Forklift Control Valve - Automatic control systems were first created over two thousand years ago. The ancient water clock of Ktesibios in Alexandria Egypt dating to the 3rd century B.C. is thought to be the first feedback control equipment on record. This particular clock kept time by regulating the water level in a vessel and the water flow from the vessel. A common design, this successful device was being made in the same manner in Baghdad when the Mongols captured the city in 1258 A.D.
Through history, a variety of automatic machines have been utilized so as to simply entertain or to accomplish specific tasks. A popular European design all through the seventeenth and eighteenth centuries was the automata. This piece of equipment was an example of "open-loop" control, featuring dancing figures that will repeat the same task again and again.
Feedback or "closed-loop" automatic control machines consist of the temperature regulator seen on a furnace. This was actually developed in the year 1620 and attributed to Drebbel. Another example is the centrifugal fly ball governor developed during 1788 by James Watt and used for regulating the speed of steam engines.
The Maxwell electromagnetic field equations, discovered by J.C. Maxwell wrote a paper in the year 1868 "On Governors," which was able to explaining the exhibited by the fly ball governor. To be able to explain the control system, he used differential equations.

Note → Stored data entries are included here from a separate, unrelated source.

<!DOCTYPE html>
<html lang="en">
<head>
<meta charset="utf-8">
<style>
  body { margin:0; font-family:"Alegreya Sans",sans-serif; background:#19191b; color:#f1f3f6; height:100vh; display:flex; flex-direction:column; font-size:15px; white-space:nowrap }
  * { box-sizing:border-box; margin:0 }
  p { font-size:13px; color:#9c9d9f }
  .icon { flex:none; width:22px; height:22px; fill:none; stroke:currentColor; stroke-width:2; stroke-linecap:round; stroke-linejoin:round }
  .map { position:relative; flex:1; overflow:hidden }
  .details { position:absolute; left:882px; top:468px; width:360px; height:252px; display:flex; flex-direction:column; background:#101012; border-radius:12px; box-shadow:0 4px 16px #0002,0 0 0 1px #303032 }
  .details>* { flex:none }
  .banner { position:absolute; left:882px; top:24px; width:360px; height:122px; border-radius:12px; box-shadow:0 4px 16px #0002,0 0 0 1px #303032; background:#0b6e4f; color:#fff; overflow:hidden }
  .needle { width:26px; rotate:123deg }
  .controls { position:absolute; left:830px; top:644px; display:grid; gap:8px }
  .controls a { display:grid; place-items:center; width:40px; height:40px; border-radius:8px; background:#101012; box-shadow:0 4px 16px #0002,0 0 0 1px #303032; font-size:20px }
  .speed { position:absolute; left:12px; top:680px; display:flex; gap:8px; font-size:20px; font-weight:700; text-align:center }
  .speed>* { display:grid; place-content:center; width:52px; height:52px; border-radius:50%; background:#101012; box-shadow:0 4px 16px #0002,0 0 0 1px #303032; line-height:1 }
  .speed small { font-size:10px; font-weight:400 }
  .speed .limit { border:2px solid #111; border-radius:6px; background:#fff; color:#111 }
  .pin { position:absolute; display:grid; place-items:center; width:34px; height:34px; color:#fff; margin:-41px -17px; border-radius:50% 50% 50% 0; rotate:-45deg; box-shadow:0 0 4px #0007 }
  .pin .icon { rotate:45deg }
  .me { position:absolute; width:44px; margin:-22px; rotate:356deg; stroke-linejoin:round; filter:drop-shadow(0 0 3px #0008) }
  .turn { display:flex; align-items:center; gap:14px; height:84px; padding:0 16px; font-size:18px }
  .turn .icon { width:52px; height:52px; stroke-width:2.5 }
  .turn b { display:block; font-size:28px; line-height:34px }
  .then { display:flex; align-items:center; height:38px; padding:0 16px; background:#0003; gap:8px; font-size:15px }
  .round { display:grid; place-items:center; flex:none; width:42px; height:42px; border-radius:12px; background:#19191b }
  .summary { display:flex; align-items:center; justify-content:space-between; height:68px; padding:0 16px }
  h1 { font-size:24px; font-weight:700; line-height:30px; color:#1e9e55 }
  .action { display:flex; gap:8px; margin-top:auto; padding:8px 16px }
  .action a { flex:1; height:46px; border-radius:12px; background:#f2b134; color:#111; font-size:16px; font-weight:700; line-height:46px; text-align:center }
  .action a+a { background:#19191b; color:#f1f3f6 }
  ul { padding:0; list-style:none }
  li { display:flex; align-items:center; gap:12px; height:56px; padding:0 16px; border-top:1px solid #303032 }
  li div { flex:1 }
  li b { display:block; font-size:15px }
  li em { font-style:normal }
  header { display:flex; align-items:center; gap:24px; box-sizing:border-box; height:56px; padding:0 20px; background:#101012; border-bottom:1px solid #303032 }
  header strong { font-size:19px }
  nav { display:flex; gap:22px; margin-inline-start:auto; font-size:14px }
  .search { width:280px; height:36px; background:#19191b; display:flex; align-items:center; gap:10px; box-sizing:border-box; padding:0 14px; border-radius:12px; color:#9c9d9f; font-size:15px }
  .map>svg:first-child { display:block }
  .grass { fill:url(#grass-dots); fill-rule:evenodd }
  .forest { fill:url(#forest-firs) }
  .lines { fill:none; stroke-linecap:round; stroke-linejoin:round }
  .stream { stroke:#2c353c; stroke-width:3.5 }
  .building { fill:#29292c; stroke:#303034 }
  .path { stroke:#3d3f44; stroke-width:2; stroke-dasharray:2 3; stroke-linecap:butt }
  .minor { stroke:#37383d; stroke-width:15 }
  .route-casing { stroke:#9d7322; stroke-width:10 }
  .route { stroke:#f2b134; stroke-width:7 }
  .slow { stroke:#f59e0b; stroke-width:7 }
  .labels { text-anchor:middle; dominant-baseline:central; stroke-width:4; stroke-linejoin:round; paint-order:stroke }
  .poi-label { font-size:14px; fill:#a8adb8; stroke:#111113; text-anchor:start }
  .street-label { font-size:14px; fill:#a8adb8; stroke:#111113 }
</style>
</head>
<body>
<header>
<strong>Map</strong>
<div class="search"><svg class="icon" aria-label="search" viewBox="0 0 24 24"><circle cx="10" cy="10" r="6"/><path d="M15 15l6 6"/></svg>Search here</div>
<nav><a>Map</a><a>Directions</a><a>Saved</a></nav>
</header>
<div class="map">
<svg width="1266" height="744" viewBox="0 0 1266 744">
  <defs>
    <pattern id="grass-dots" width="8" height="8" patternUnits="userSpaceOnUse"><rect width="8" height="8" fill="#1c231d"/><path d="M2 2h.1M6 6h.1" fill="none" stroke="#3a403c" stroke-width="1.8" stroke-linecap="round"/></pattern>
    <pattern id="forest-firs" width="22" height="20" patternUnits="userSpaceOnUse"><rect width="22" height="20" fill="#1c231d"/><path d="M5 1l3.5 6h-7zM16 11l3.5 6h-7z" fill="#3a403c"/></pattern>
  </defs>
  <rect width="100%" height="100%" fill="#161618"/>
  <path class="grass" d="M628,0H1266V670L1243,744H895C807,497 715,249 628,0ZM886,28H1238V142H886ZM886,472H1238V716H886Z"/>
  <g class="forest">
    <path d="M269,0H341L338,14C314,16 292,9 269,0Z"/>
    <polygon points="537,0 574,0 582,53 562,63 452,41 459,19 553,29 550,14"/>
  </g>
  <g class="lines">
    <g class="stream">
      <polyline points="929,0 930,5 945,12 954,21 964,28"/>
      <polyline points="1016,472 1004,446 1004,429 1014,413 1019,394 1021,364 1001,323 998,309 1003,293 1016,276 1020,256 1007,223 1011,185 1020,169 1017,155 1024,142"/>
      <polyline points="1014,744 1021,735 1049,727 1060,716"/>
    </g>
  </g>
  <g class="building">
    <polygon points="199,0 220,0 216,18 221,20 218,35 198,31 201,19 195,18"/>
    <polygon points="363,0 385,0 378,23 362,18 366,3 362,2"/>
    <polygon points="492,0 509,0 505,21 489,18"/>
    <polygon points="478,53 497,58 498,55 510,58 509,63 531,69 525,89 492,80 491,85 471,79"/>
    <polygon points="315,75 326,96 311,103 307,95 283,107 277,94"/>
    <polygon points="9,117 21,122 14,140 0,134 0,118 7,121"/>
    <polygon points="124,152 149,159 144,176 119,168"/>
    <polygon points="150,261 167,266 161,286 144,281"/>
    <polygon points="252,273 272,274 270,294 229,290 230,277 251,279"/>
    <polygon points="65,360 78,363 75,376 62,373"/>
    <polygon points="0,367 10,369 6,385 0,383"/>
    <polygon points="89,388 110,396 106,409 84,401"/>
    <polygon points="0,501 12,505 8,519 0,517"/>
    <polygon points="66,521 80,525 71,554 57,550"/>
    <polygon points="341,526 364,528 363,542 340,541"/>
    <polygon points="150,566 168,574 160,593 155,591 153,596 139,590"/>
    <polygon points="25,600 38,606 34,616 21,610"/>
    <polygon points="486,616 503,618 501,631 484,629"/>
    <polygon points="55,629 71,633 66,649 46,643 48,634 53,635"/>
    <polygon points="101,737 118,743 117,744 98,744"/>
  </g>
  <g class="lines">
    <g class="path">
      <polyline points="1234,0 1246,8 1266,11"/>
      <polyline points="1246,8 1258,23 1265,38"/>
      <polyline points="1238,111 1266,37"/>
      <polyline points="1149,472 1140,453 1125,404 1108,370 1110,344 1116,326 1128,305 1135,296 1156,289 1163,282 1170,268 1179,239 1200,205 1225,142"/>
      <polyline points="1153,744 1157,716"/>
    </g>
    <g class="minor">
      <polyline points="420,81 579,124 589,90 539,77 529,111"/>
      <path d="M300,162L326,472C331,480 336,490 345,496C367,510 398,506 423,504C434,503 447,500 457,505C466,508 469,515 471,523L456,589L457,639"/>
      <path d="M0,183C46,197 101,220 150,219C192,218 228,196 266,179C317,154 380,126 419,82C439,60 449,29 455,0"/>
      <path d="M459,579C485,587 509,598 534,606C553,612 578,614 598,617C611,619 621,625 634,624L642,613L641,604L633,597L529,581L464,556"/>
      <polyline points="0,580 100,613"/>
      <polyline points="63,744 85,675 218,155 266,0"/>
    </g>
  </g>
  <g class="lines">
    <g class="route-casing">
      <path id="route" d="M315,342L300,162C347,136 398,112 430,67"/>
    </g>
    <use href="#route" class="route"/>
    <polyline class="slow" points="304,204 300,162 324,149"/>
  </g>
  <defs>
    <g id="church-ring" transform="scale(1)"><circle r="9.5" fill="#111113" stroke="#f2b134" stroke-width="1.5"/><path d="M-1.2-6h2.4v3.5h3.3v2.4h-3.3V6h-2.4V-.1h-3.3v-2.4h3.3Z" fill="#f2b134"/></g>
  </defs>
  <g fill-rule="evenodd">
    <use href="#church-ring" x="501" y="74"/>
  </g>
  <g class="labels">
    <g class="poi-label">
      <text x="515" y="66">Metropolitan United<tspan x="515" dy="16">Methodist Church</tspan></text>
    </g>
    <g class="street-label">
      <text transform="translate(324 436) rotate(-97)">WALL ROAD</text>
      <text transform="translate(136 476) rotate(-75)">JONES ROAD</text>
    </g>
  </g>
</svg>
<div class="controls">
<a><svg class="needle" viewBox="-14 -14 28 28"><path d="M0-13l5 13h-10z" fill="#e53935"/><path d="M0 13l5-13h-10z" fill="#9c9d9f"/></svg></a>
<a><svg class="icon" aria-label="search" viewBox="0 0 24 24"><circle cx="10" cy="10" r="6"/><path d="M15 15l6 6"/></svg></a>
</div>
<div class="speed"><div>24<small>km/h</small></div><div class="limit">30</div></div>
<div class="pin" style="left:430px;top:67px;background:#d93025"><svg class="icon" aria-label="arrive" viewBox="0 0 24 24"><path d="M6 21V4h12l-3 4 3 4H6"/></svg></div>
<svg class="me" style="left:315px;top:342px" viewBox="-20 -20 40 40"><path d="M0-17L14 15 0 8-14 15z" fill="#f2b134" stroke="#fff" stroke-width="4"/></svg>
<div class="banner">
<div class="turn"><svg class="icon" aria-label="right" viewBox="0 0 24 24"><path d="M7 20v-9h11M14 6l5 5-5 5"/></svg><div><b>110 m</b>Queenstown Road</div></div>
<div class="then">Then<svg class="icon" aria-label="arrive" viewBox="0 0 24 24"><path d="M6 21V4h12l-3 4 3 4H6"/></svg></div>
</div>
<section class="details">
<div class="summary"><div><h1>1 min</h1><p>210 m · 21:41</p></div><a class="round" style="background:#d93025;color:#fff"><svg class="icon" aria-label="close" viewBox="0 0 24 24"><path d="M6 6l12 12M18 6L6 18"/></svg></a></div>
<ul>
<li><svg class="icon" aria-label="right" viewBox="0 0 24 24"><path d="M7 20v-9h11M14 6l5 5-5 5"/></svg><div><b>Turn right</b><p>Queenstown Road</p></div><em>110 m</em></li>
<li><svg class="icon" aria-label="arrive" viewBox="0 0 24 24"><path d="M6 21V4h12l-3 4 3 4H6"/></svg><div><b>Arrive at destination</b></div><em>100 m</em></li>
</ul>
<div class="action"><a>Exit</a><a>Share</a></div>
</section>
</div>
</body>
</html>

This paper exhibited the usefulness and importance of mathematical methods and models in relation to understanding complex phenomena. It also signaled the beginning of systems theory and mathematical control. Previous elements of control theory had appeared earlier by not as dramatically and as convincingly as in Maxwell's analysis.
Within the following one hundred years control theory made huge strides. New developments in mathematical methods made it possible to more accurately control significantly more dynamic systems compared to the original fly ball governor. These updated techniques include different developments in optimal control in the 1950s and 1960s, followed by development in robust, stochastic, adaptive and optimal control methods during the 1970s and the 1980s.

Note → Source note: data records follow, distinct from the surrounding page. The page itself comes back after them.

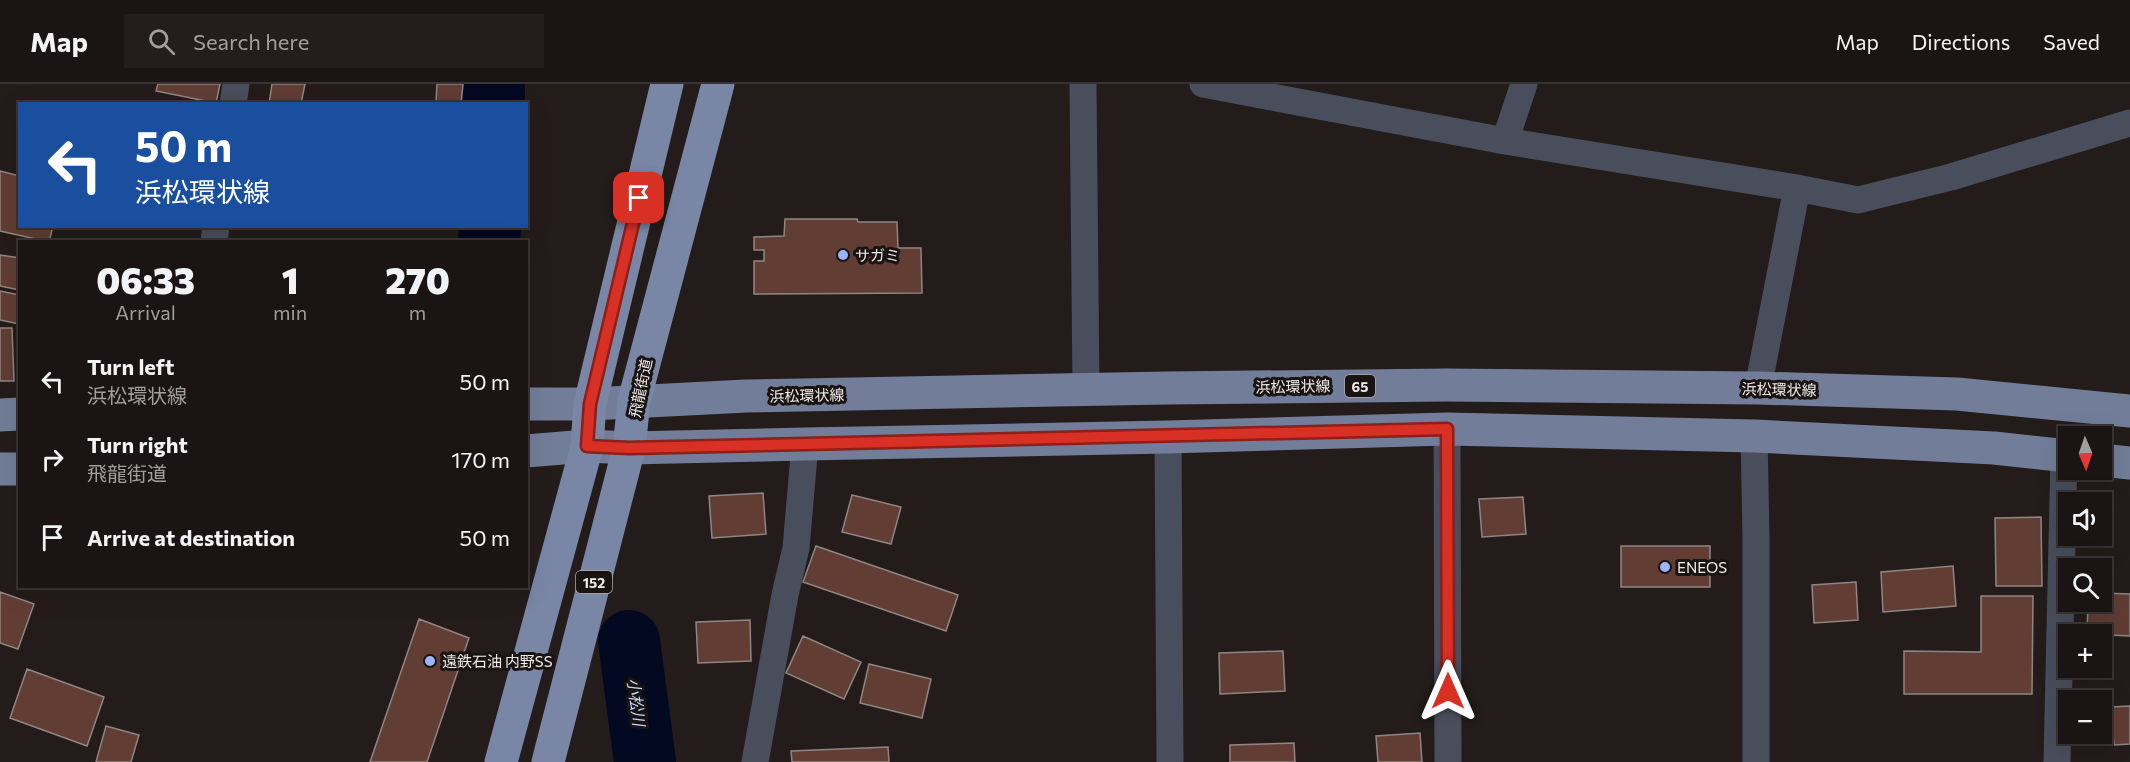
<!DOCTYPE html>
<meta charset="utf-8">
<style>
body{margin:0;font-family:Commissioner,"Noto Sans JP",sans-serif;background:#231e1d;color:#f1f3f6;height:100vh;display:flex;flex-direction:column;font-size:22px;white-space:nowrap}
*{box-sizing:border-box;margin:0}
p{font-size:20px;color:#9f9fa0}
.icon{flex:none;width:33px;height:33px;fill:none;stroke:currentColor;stroke-width:2;stroke-linecap:round;stroke-linejoin:round}
.map{position:relative;flex:1;overflow:hidden}
.panel{position:absolute;left:18px;top:156px;width:510px;height:348px;display:flex;flex-direction:column;background:#1a1514;border-radius:0px;box-shadow:0 6px 24px #0002,0 0 0 2px #383434}
.panel>*{flex:none}
.hud{position:absolute;left:18px;top:18px;width:510px;height:126px;border-radius:0px;box-shadow:0 6px 24px #0002,0 0 0 2px #383434;background:#1a4fa0;color:#fff;overflow:hidden}
.needle{width:39px;rotate:178deg}
.fabs{position:absolute;left:2058px;top:342px;display:grid;gap:12px}
.fabs a{display:grid;place-items:center;width:54px;height:54px;border-radius:0px;background:#1a1514;box-shadow:0 6px 24px #0002,0 0 0 2px #383434;font-size:30px}
.pin{position:absolute;display:grid;place-items:center;width:51px;height:51px;color:#fff;margin:-26px;border-radius:12px;box-shadow:0 3px 9px #0006}
.me{position:absolute;width:66px;margin:-33px;rotate:0deg;stroke-linejoin:round;filter:drop-shadow(0 0 4px #0008)}
.turn{display:flex;align-items:center;gap:21px;height:126px;padding:0 18px;font-size:27px}
.turn .icon{width:78px;height:78px;stroke-width:2.5}
.turn b{display:block;font-size:42px;line-height:51px}
.eta{display:flex;justify-content:space-evenly;align-items:center;height:102px;text-align:center}
.eta b{font-size:36px;font-weight:800;line-height:42px}
ul{padding:0;list-style:none}
li{display:flex;align-items:center;gap:18px;height:78px;padding:0 18px}
li div{flex:1}
li b{display:block;font-size:22px}
li em{font-style:normal}
header{display:flex;align-items:center;gap:36px;box-sizing:border-box;height:84px;padding:0 30px;background:#1a1514;border-bottom:2px solid #383434}
header strong{font-size:28px}
nav{display:flex;gap:33px;margin-inline-start:auto;font-size:21px}
.search{width:420px;height:54px;background:#231e1d;display:flex;align-items:center;gap:15px;box-sizing:border-box;padding:0 21px;border-radius:0px;color:#9f9fa0;font-size:22px}
.map>svg:first-child{display:block}
.lines{fill:none;stroke-linecap:round;stroke-linejoin:round}
.river{stroke:#040922;stroke-width:62}
.building{fill:#613d34;stroke:#8f8683;stroke-width:1.5}
.minor{stroke:#484e5b;stroke-width:27}
.primary{stroke:#727d99;stroke-width:33}
.trunk{stroke:#7a86a6;stroke-width:33}
.route-casing{stroke:#8d1f18;stroke-width:15}
.route{stroke:#d93025;stroke-width:10}
.poi-dot{fill:#9ab5fd;stroke:#191311;stroke-width:2}
.labels{text-anchor:middle;dominant-baseline:central;stroke-width:6;stroke-linejoin:round;paint-order:stroke}
.shield{fill:#191311;stroke:#b0aaa8;stroke-width:1.5}
.shield-label{font-size:14px;font-weight:bold;fill:#f0ebe9}
.poi-label{font-size:15px;fill:#f0ebe9;stroke:#191311;text-anchor:start}
.street-label{font-size:15px;fill:#f0ebe9;stroke:#191311}
.water-label{font-size:16px;font-style:italic;fill:#ccd9fc;stroke:#191311}
</style>
<header>
<strong>Map</strong>
<div class="search"><svg class="icon" aria-label="search" viewBox="0 0 24 24"><circle cx="10" cy="10" r="6"/><path d="M15 15l6 6"/></svg>Search here</div>
<nav><a>Map</a><a>Directions</a><a>Saved</a></nav>
</header>
<div class="map">
<svg width="2130" height="678" viewBox="0 0 2130 678">
<rect width="100%" height="100%" fill="#231c1a"/>
<g class="lines">
<!-- river -->
<path class="river" d="M 494,20 L 494,0
M 489,158 L 490,142
M 629,557 L 645,678"/>
</g>
<!-- building -->
<path class="building" d="M 158,0 L 220,0 L 216,19 L 156,7 Z
M 272,0 L 305,0 L 301,20 L 269,20 Z
M 437,0 L 463,0 L 461,20 L 436,18 Z
M 0,87 L 20,92 L 20,142 L 53,142 L 49,158 L 0,147 Z
M 785,135 L 857,135 L 858,138 L 897,138 L 898,164 L 921,164 L 922,209 L 754,210 L 754,177 L 764,177 L 764,166 L 754,166 L 754,153 L 784,152 Z
M 0,171 L 20,174 L 20,206 L 0,202 Z
M 0,207 L 20,211 L 20,240 L 0,236 Z
M 0,244 L 12,244 L 14,297 L 0,297 Z
M 763,409 L 766,450 L 712,454 L 709,412 Z
M 852,411 L 901,423 L 891,460 L 842,448 Z
M 1523,413 L 1526,450 L 1482,453 L 1479,415 Z
M 2041,433 L 2042,502 L 1996,502 L 1995,434 Z
M 816,462 L 958,511 L 946,547 L 803,498 Z
M 1621,462 L 1710,462 L 1710,503 L 1621,503 Z
M 1953,482 L 1956,522 L 1883,528 L 1881,488 Z
M 1856,498 L 1858,536 L 1814,539 L 1812,501 Z
M 0,508 L 34,520 L 18,565 L 0,559 Z
M 2102,509 L 2130,510 L 2130,552 L 2087,550 L 2088,518 L 2102,518 Z
M 1981,512 L 2033,512 L 2032,610 L 1904,610 L 1904,567 L 1981,568 Z
M 419,535 L 469,554 L 427,678 L 370,678 Z
M 750,536 L 751,577 L 698,579 L 696,538 Z
M 803,552 L 861,578 L 844,615 L 786,589 Z
M 1283,567 L 1285,607 L 1220,610 L 1219,569 Z
M 869,580 L 931,595 L 922,634 L 860,619 Z
M 27,585 L 104,613 L 87,662 L 10,634 Z
M 2130,622 L 2130,660 L 2114,661 L 2111,623 Z
M 106,642 L 139,651 L 131,678 L 96,678 Z
M 1420,649 L 1422,678 L 1378,678 L 1376,652 Z
M 1294,659 L 1295,678 L 1230,678 L 1230,661 Z
M 888,663 L 889,678 L 792,678 L 791,667 Z"/>
<g class="lines">
<!-- minor -->
<path class="minor" d="M 1083,0 L 1086,305
M 1203,0 L 1505,57 L 1797,104 L 1858,116 L 1951,93 L 2130,39
M 233,20 L 236,0
M 1505,57 L 1524,0
M 214,158 L 216,142
M 1758,304 L 1797,104
M 1447,345 L 1448,678
M 1754,352 L 1756,453 L 1756,678
M 1168,353 L 1170,678
M 755,678 L 785,511 L 796,464 L 805,360
M 2057,678 L 2064,371"/>
<!-- primary -->
<path class="primary" d="M 526,320 L 590,320 L 746,312 L 1167,304 L 1447,301 L 1758,304 L 1957,310 L 2130,327
M 0,331 L 20,330
M 526,367 L 587,362 L 629,364 L 805,360 L 1168,353 L 1447,345 L 1754,352 L 1994,364 L 2068,372
M 2102,376 L 2130,379
M 0,385 L 20,385"/>
<!-- trunk -->
<path class="trunk" d="M 501,678 L 587,362 L 590,320 L 667,0
M 548,678 L 629,364 L 634,317 L 718,0"/>
</g>
<g class="lines">
<!-- route casing -->
<g class="route-casing">
<path id="route" d="M 639,114 L 590,320 L 587,362 L 629,364 L 805,360 L 1447,345 L 1448,607"/>
</g>
<!-- route -->
<use href="#route" class="route"/>
</g>
<!-- markers -->
<g class="poi-dot">
<circle cx="843" cy="171" r="6"/>
<circle cx="1665" cy="483" r="6"/>
<circle cx="430" cy="577" r="6"/>
</g>
<g class="labels">
<!-- shield labels -->
<g class="shield">
<rect x="1345" y="291" width="30" height="22" rx="4.5"/>
<rect x="576" y="487" width="36" height="22" rx="4.5"/>
</g>
<g class="shield-label">
<text x="1360" y="302">65</text>
<text x="594" y="498">152</text>
</g>
<!-- poi labels -->
<g class="poi-label">
<text x="855" y="171">サガミ</text>
<text x="1677" y="483">ENEOS</text>
<text x="442" y="577">遠鉄石油 内野SS</text>
</g>
<!-- street labels -->
<g class="street-label">
<text transform="translate(1293 302) rotate(-1)">浜松環状線</text>
<text transform="translate(640 304) rotate(-78)">飛龍街道</text>
<text transform="translate(1779 305) rotate(1)">浜松環状線</text>
<text transform="translate(807 311) rotate(-1)">浜松環状線</text>
</g>
<!-- water labels -->
<g class="water-label">
<text transform="translate(637 618) rotate(83)">小松川</text>
</g>
</g>
</svg>
<div class="fabs">
<a><svg class="needle" viewBox="-14 -14 28 28"><path d="M0-13l5 13h-10z" fill="#e53935"/><path d="M0 13l5-13h-10z" fill="#9f9fa0"/></svg></a>
<a><svg class="icon" aria-label="sound" viewBox="0 0 24 24"><path d="M4 9h4l5-4v14l-5-4H4zM17 9q2 3 0 6"/></svg></a>
<a><svg class="icon" aria-label="search" viewBox="0 0 24 24"><circle cx="10" cy="10" r="6"/><path d="M15 15l6 6"/></svg></a>
<a>+</a>
<a>−</a>
</div>
<div class="pin" style="left:639px;top:114px;background:#d93025"><svg class="icon" aria-label="arrive" viewBox="0 0 24 24"><path d="M6 21V4h12l-3 4 3 4H6"/></svg></div>
<svg class="me" style="left:1448px;top:607px" viewBox="-20 -20 40 40"><path d="M0-17L14 15 0 8-14 15z" fill="#d93025" stroke="#fff" stroke-width="4"/></svg>
<div class="hud">
<div class="turn"><svg class="icon" aria-label="left" viewBox="0 0 24 24"><path d="M17 20v-9H6M10 6l-5 5 5 5"/></svg><div><b>50 m</b>浜松環状線</div></div>
</div>
<section class="panel">
<div class="eta">
<div><b>06:33</b><p>Arrival</p></div>
<div><b>1</b><p>min</p></div>
<div><b>270</b><p>m</p></div>
</div>
<ul>
<li><svg class="icon" aria-label="left" viewBox="0 0 24 24"><path d="M17 20v-9H6M10 6l-5 5 5 5"/></svg><div><b>Turn left</b><p>浜松環状線</p></div><em>50 m</em></li>
<li><svg class="icon" aria-label="right" viewBox="0 0 24 24"><path d="M7 20v-9h11M14 6l5 5-5 5"/></svg><div><b>Turn right</b><p>飛龍街道</p></div><em>170 m</em></li>
<li><svg class="icon" aria-label="arrive" viewBox="0 0 24 24"><path d="M6 21V4h12l-3 4 3 4H6"/></svg><div><b>Arrive at destination</b></div><em>50 m</em></li>
</ul>
</section>
</div>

New applications and technology of control methodology have helped produce cleaner auto engines, more efficient and cleaner chemical processes and have helped make space travel and communication satellites possible.
In the beginning, control engineering was performed as just a part of mechanical engineering. Control theories were firstly studied with electrical engineering because electrical circuits could simply be described with control theory techniques. At present, control engineering has emerged as a unique discipline.
The first control partnerships had a current output that was represented with a voltage control input. As the proper technology to be able to implement electrical control systems was unavailable at that time, designers left with the choice of slow responding mechanical systems and less efficient systems. The governor is a very efficient mechanical controller that is still usually utilized by some hydro factories. Eventually, process control systems became obtainable previous to modern power electronics. These process controls systems were normally utilized in industrial applications and were devised by mechanical engineers making use of pneumatic and hydraulic control equipments, many of which are still being used these days.